Six ans plus tard et après moult péripéties et projets parallèles (entre autres : Reveille pour François, Averse pour Charles), voilà qu’arrive enfin le troisième album intitulé Bugarach , et avec lui pas mal de changements dans la formule.
Première nouveauté notable : Charles s’empare du micro (autrefois propriété exclusive de François) sur une bonne moitié des morceaux. Et en français s’il vous plaît. Il en a également composé la plupart, les arrangements définitifs portant toujours l’empreinte des trois membres du trio.
Deuxième changement qui saute aux oreilles dès la première écoute : là où Comfortable Problems sonnait frénétique de la première à la dernière mesure, album coup de poing de jeunes chiens fous enregistré pied au plancher tabassant l’auditeur sous une avalanche de notes, breaks et distorsions diverses pour le laisser exsangue à la sortie, Bugarach dévoile une facette plus calme et apaisée de Clara Clara . Plus d’espace et de respiration pour mieux mettre en valeur la finesse d’écriture et les qualités intrinsèques des chansons.
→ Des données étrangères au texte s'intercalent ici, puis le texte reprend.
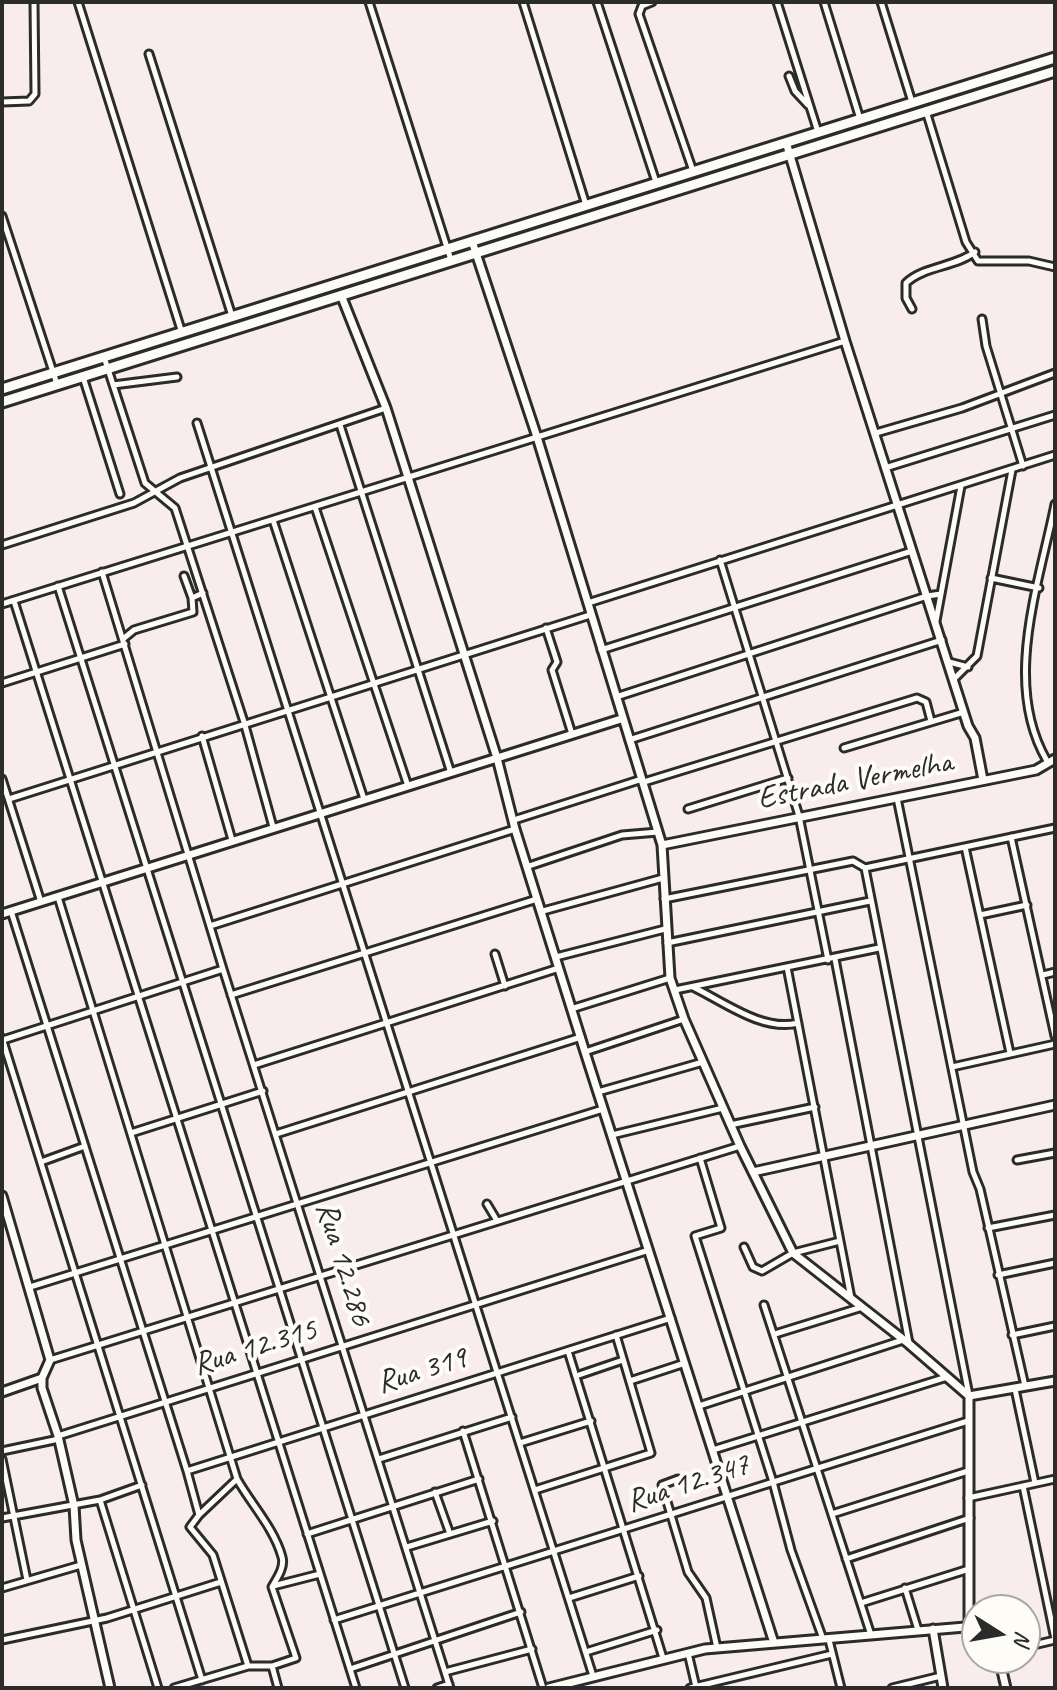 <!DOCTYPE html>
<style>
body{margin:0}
#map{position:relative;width:1057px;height:1690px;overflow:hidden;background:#f8ecec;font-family:Caveat,sans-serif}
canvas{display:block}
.frame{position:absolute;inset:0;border:4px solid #2b2b2b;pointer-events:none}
.north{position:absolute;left:961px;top:1594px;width:80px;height:80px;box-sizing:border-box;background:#fdfcf7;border:2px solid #a9a8a5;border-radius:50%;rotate:101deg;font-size:22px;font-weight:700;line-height:32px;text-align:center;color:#2b2b2b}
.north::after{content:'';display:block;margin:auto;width:28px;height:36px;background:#2b2b2b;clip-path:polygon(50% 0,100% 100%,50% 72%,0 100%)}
</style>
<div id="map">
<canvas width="1057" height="1690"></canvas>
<div class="frame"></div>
<div class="north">N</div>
</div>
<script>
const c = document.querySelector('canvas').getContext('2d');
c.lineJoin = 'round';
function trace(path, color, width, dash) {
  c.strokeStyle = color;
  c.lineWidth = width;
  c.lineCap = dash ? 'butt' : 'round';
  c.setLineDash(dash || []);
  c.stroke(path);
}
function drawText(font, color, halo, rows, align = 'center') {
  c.font = font + ' Caveat,sans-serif';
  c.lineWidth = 8;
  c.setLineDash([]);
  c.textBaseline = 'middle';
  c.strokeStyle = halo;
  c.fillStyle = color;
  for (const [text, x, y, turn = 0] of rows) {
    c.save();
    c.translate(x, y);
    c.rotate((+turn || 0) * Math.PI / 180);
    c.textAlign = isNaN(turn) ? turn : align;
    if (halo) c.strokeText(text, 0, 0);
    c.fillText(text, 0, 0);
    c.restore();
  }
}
const minor = new Path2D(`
 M78 2 182 333
 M369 2 451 260
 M523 2 586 205
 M597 2 656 182
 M652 2 642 6 639 14 693 171
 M777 2 818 132
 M824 2 860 119
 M881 2 912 102
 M149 54 232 316
 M789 76 795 91 808 105
 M2 102 29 101 35 94 34 2
 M926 111 966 242 978 261H1029L1055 267
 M2 216 57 384
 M912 309 906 298V283C924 266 955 267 975 252
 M982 319 986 346 1023 466
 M104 357 145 483 175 508 244 722 273 827
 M83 377 120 494
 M113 385 177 377
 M197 423 593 1676
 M340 425 451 773
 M876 433 962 408 1055 373
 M885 468 1055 415
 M315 507 408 786
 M273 520 364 799
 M2 545 134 503 180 478 386 408
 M720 560 799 816 828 960
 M102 572 223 969 450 1688
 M184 576 192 598
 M991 578 1039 588
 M58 586 405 1688
 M14 601 356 1688
 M588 603 1055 455
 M2 604 845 341
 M936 621 961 486
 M546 628 557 662 552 670 572 734
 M123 639 134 630 193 612 192 598 203 593
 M601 650 912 551
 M949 662 968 667
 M954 679 977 656 1012 470
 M2 683 125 644
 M616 697 927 596 941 594
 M202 736 232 840
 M629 740 942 640
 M844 748 964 712
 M1047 761C1002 684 1039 585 1055 504
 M2 779 41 902
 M644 782 917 698 926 702 931 721
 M897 798 973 1172 980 1189 1025 1386
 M9 799 590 615
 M688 809 788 778
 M514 820 639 780
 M1011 837 1055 1036
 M965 847 1010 1053
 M529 866 622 835 658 832
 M865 868 1055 828
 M58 897 237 1479C251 1504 274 1528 282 1557 285 1567 277 1578 272 1587L296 1658 272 1666
 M664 899 853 861 865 868 969 1395
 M11 911 187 1471 199 1515 190 1527 213 1555 248 1666
 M543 911 663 878
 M980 915 1027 905
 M210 926 515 829
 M667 943 870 901
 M495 954 505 986
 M556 957 665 929
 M835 959 909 1343
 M787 967 851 1298
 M1043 975 1055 972
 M693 987C724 1002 763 1032 798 1023
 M675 990 879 948
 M231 995 537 899
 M571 1009 670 978
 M2 1038 202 1680
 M3 1040 223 969
 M585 1052 684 1019
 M254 1065 559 968
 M952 1067 1055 1044
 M598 1092 703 1062
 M730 1125 815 1107
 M131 1133 263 1091
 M276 1134 581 1037
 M612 1135 723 1108
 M700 1158 721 1228 695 1236 773 1482 791 1550 823 1639
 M1017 1160 1055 1153
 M41 1162 85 1146
 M487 1204 496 1219
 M988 1228 1055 1215
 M744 1247 753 1267 762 1271 793 1253 840 1241
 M998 1275 1055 1263
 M30 1287 603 1109
 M764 1305 871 1635
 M775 1334 859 1308
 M1012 1335 1055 1326
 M568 1351 663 1658
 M50 1360 740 1146
 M576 1376 623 1360
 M630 1381 685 1363
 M1015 1389 1035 1483
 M699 1406 903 1340
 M463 1431 543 1688
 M58 1436 649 1250
 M520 1443 591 1421
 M713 1450 947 1377
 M2 1451 59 1439
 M2 1459 27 1580
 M379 1459 512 1417
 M187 1471 671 1318
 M678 1479 662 1485 688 1572 706 1598 717 1648
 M1023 1486 1055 1639
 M535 1490 651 1453 616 1335
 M435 1492 450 1534
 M968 1498 1055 1479
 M100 1500 158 1688
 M832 1514 968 1471
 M199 1515 237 1479
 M2 1518 100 1500 142 1485
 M307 1534 479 1479
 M407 1547 493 1521
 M846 1559 970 1518
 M273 1586 320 1574
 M2 1588 81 1565
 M905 1588 918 1630
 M569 1598 639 1576
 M861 1603 969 1569
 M334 1620 968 1421
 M2 1640 107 1618 221 1582
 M829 1640 841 1688
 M1025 1647 1055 1640
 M586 1652 657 1630
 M688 1653 696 1687
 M350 1669 521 1612
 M445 1672 532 1649
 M174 1688 248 1666H272L278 1688
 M437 1688 449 1684
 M690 1688 832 1654
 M892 1688 941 1676`);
const tertiary = new Path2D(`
 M786 142 845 341 968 726 975 738 983 780
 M472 241 537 437 662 845 670 978 684 1019 740 1146 793 1253 909 1344 969 1396V1627
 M341 295 386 408 497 758 515 829 585 1052 774 1643
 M662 845 1036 770 1055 759
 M2 914 621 719
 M753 1172 1055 1105
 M2 1196 50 1360 42 1378V1388L58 1436 74 1506 76 1540 110 1688
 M2 1392 42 1378
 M969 1396 1055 1381
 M933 1629 943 1688
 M999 1658 1006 1688
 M549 1688 705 1649 977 1626`);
const trunk = new Path2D(`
 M2 389 1055 58
 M2 402 1055 71`);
trace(minor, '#2b2b2b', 11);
trace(tertiary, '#2b2b2b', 13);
trace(trunk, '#2b2b2b', 15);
trace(minor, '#fdfcf7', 5);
trace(tertiary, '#fdfcf7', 7);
trace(trunk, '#fdfcf7', 9);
drawText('32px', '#2b2b2b', '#fdfcf7', [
 ["Estrada Vermelha",855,781,-11],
 ["Rua 12.286",343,1264,73],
 ["Rua 12.315",255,1348,-17],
 ["Rua 319",422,1371,-17],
 ["Rua 12.347",688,1484,-18]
]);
</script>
Pour autant, on se gardera bien de parler d’ « album de la maturité », car la folie inventive du groupe éclate encore
régulièrement au détour d’un break chelou, d’un changement de partie inattendu, d’une petite trouvaille sonique, d’envolées kitschs revendiquées ou de télescopages d’influences contradictoires voire conflictuelles (en vrac : Olivier Messiaen et Francis Bebey, Blonde Redhead et Céline Dion, Etienne Daho et Fugazi...).
Si l’on a souvent parlé « pop noise » pour qualifier la musique de Clara Clara, sur Bugarach c’est incontestablement la pop qui l’emporte. Mais la pop selon Clara Clara n’a rien d’une promenade de santé sur sentiers bien balisés et les sorties de route sont aussi nombreuses qu’imprévisibles...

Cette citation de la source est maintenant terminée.